Bruce Gordon’s biography of John Calvin

CalvinCalvin by Bruce Gordon

My rating: 5 of 5 stars

I keep wanting the time to get my thoughts together and write a review worthy of this book. Not going to happen (Happily, Sean Lucas wrote a short but worthy review).

Thoughts at random.

Thank God we don’t live in the sixteenth-century.

Calvin may not have been a bishop, but he didn’t operate as a Presbyterian either. His “ruling elders” were state-appointed officers and his consistory was neither precisely a Presbytery nor a Session. It ssemed to function much more like a Family Services department in some ways.

Calvin was never “in power” the way we tend to think, though perhaps after 1555 he got close. When you can get killed and need to worry about being killed in a riot, you are not really in power.

Geneva itself was too small a city to matter as a “power.” Rather, Calvin and Geneva were constantly trying to make their friends happy (for protection) while still trying to save some independence.

“Nationalism” or immigration was an issue I had never realized affected Calvin’s ministry. Calvin found local pastors mainly inadequate, so he brought in talent from France (arguably, I should write “France” in scare quotes). So Genevans found their personal lives being run by foreigners. Not a welcome situation.

Calvin came to repudiate Bucer’s ecumenical attempts of the early 1540s. I had no idea.

Calvin spent much of his time trying to convince French Evangelicals to totally break from the Roman Catholic Church in France and suffer the consequences. Again, Calvin the divider.

Calvin later spent much of his time trying to convince French Protestants to willingly suffer rather than resort to violence and revolution. Weird since he owed his place in a city created by revolution. But it shows that any relationship between Calvin and political resistance is not the result of his own teaching on the matter.

France seemed at first like it would be open to Evangelicals (when Calvin still lived there). But with the break in Germany, French royalty came down on the side of the Roman Catholic establishment. Why? Because the same impulse that led the king to appreciate Evangelicals had led him to win concessions from the Pope that gave him control over the Church in his lands. Opposing the Papacy would make these concessions worthless.

Bullinger thought Calvin’s writings on predestination were over-the-top and could imply that God was the author of sin.

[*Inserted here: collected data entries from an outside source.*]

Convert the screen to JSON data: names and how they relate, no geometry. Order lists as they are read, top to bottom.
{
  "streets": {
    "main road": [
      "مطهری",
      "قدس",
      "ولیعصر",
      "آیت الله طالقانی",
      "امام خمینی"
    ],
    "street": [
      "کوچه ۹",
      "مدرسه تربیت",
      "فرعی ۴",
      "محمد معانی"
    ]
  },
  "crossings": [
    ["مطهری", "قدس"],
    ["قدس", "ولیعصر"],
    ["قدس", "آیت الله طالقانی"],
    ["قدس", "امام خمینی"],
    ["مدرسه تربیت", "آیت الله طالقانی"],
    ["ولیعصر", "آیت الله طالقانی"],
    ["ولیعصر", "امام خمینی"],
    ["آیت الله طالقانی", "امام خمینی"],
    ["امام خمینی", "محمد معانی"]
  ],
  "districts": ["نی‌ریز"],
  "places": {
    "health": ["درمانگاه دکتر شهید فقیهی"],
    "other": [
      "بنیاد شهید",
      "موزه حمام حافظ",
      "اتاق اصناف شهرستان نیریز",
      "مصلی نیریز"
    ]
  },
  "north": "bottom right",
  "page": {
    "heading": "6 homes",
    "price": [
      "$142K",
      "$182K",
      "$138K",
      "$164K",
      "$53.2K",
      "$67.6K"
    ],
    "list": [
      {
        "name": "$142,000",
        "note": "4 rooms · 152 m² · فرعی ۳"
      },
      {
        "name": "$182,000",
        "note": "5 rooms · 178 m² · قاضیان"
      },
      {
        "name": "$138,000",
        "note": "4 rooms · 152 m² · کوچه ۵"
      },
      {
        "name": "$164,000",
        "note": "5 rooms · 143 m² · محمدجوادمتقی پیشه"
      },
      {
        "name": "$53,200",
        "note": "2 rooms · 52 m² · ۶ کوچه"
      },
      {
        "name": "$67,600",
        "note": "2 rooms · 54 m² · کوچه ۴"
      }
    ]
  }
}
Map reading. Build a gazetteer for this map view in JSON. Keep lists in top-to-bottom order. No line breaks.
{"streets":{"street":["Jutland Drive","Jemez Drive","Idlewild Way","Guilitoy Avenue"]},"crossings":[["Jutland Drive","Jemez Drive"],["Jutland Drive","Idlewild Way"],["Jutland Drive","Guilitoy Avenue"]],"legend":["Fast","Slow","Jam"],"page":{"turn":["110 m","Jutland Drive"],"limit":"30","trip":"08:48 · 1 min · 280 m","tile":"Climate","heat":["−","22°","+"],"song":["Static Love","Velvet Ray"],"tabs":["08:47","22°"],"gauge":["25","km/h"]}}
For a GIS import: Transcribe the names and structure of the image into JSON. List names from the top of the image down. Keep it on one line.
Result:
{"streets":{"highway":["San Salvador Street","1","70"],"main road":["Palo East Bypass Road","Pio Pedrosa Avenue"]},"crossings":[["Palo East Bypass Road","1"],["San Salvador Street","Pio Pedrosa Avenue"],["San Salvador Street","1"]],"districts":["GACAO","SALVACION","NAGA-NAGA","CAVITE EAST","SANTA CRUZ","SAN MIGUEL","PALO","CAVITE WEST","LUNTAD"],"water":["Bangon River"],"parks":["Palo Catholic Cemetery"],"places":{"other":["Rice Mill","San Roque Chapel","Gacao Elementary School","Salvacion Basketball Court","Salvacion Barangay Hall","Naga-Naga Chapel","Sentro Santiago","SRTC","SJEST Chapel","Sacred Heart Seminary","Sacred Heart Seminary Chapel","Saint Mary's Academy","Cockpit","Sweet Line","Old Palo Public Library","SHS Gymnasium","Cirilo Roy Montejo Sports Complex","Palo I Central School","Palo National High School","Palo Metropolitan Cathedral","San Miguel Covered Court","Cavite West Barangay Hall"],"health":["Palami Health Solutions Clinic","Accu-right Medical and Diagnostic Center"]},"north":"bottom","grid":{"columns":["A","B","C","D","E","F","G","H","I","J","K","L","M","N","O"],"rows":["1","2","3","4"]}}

For a time Calvin’s writings were publicly burned in the Protestant city of Berne.

Calvin actively opposed an ecumenical movement in France in the 1550s because it was trying to use the Augsburg Confession. Though earlier in his ministry he had offended Bullinger by agreeing with it, now he saw it as a tool of Lutheran extremists who would try to hurt the Swiss churches and disturb the French Protestants who were not Lutherans.